__What the task requires__
The string "image" may appear in lines of the data; report how many lines contain it, with no other output.

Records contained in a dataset

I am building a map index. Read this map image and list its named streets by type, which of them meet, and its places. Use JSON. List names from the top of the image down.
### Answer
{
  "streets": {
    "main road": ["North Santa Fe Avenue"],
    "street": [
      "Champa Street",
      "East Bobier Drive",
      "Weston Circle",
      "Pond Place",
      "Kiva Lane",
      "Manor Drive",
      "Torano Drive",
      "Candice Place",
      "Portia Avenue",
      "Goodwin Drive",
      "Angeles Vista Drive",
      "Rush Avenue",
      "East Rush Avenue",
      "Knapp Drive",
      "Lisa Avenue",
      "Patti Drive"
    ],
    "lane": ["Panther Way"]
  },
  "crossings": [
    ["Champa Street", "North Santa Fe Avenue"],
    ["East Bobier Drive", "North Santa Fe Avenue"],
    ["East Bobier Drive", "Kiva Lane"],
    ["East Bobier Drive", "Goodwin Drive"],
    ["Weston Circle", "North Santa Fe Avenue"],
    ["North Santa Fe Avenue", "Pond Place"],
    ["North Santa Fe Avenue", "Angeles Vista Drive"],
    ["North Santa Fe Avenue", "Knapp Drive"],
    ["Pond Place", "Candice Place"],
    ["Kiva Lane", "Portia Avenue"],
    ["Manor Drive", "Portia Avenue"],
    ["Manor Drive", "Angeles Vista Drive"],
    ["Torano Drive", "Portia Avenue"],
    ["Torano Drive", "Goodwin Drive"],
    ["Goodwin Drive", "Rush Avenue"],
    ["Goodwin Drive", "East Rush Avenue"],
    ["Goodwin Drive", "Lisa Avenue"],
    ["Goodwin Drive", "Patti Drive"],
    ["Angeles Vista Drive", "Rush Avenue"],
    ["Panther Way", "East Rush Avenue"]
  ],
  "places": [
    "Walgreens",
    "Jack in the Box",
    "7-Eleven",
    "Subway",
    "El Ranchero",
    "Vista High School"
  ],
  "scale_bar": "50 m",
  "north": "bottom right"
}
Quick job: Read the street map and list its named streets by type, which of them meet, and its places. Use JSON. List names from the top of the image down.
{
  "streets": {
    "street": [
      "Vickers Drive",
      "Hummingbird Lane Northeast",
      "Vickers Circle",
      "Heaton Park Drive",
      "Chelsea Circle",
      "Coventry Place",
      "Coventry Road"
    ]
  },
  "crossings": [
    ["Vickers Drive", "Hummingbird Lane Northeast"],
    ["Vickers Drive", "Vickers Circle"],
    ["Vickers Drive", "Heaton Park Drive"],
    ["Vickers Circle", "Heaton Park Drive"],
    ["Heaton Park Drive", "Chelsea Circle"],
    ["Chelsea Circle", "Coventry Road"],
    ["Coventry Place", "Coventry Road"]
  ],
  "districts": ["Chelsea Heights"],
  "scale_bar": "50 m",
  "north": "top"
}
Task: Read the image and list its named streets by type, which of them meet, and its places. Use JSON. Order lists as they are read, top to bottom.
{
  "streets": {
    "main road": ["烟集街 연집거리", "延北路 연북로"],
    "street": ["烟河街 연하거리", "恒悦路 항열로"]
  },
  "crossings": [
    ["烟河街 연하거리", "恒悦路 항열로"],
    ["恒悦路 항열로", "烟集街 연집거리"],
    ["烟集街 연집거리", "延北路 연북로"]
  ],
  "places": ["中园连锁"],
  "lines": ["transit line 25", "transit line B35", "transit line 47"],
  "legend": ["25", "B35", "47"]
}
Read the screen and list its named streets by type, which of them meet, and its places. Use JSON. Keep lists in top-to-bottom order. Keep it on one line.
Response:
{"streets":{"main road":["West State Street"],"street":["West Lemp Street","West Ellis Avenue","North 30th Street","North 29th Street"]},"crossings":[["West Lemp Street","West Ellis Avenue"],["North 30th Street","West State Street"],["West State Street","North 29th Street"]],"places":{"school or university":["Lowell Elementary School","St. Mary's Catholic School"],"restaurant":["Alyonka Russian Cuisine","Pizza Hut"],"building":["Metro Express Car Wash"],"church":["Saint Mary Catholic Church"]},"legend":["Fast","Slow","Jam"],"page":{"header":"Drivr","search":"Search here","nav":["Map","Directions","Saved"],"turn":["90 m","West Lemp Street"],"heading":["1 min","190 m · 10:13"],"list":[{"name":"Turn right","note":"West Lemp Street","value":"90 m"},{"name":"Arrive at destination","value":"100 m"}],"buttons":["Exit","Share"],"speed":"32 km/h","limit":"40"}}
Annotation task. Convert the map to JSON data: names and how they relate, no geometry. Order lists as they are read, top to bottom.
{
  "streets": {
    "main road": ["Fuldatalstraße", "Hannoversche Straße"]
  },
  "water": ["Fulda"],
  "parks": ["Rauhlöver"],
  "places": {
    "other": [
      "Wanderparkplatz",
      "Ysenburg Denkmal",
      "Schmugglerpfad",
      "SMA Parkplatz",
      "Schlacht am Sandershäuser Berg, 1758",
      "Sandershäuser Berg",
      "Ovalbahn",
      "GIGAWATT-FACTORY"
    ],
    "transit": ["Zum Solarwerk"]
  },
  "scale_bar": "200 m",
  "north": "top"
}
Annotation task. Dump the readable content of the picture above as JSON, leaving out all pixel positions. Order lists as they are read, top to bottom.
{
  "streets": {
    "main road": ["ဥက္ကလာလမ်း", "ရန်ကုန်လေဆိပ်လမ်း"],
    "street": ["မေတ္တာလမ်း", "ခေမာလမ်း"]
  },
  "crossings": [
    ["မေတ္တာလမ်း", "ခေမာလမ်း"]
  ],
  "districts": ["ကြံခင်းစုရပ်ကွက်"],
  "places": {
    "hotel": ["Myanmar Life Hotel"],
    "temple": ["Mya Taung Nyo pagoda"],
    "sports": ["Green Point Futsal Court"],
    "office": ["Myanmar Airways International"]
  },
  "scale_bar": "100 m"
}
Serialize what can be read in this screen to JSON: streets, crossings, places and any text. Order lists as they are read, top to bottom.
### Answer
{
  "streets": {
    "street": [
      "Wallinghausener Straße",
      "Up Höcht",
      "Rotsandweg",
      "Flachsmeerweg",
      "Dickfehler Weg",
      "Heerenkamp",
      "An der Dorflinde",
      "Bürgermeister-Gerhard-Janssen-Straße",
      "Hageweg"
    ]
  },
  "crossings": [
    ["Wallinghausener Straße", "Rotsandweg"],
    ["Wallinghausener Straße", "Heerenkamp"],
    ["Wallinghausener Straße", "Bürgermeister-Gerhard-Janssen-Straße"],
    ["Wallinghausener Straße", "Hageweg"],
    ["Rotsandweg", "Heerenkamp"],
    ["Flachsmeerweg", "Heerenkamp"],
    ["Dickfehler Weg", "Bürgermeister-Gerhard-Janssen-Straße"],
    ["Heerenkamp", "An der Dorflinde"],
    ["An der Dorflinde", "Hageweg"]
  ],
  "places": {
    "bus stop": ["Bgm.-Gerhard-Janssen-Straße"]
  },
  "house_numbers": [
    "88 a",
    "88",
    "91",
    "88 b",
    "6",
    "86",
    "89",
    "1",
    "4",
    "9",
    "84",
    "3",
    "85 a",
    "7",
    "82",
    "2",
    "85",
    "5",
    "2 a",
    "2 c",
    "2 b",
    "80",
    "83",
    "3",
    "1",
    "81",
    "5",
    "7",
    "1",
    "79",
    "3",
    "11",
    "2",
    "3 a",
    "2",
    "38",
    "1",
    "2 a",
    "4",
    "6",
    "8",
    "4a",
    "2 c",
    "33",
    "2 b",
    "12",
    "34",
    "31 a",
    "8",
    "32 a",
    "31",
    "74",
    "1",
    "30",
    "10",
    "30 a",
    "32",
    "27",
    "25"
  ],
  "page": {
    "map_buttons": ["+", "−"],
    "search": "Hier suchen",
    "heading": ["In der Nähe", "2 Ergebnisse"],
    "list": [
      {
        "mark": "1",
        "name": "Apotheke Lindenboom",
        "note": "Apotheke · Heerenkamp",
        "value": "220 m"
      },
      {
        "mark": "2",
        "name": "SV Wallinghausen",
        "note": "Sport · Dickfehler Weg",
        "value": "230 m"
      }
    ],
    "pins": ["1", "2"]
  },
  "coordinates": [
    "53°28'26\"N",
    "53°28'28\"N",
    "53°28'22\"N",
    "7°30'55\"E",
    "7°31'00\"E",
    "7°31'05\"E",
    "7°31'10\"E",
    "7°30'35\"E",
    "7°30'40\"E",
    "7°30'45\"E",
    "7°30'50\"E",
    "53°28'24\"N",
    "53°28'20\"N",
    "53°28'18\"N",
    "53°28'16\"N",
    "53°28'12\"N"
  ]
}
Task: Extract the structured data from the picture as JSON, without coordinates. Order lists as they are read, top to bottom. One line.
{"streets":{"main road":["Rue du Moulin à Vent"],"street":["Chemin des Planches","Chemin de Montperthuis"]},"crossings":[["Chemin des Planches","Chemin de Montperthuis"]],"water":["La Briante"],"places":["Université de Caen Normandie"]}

__Exercise answer__
3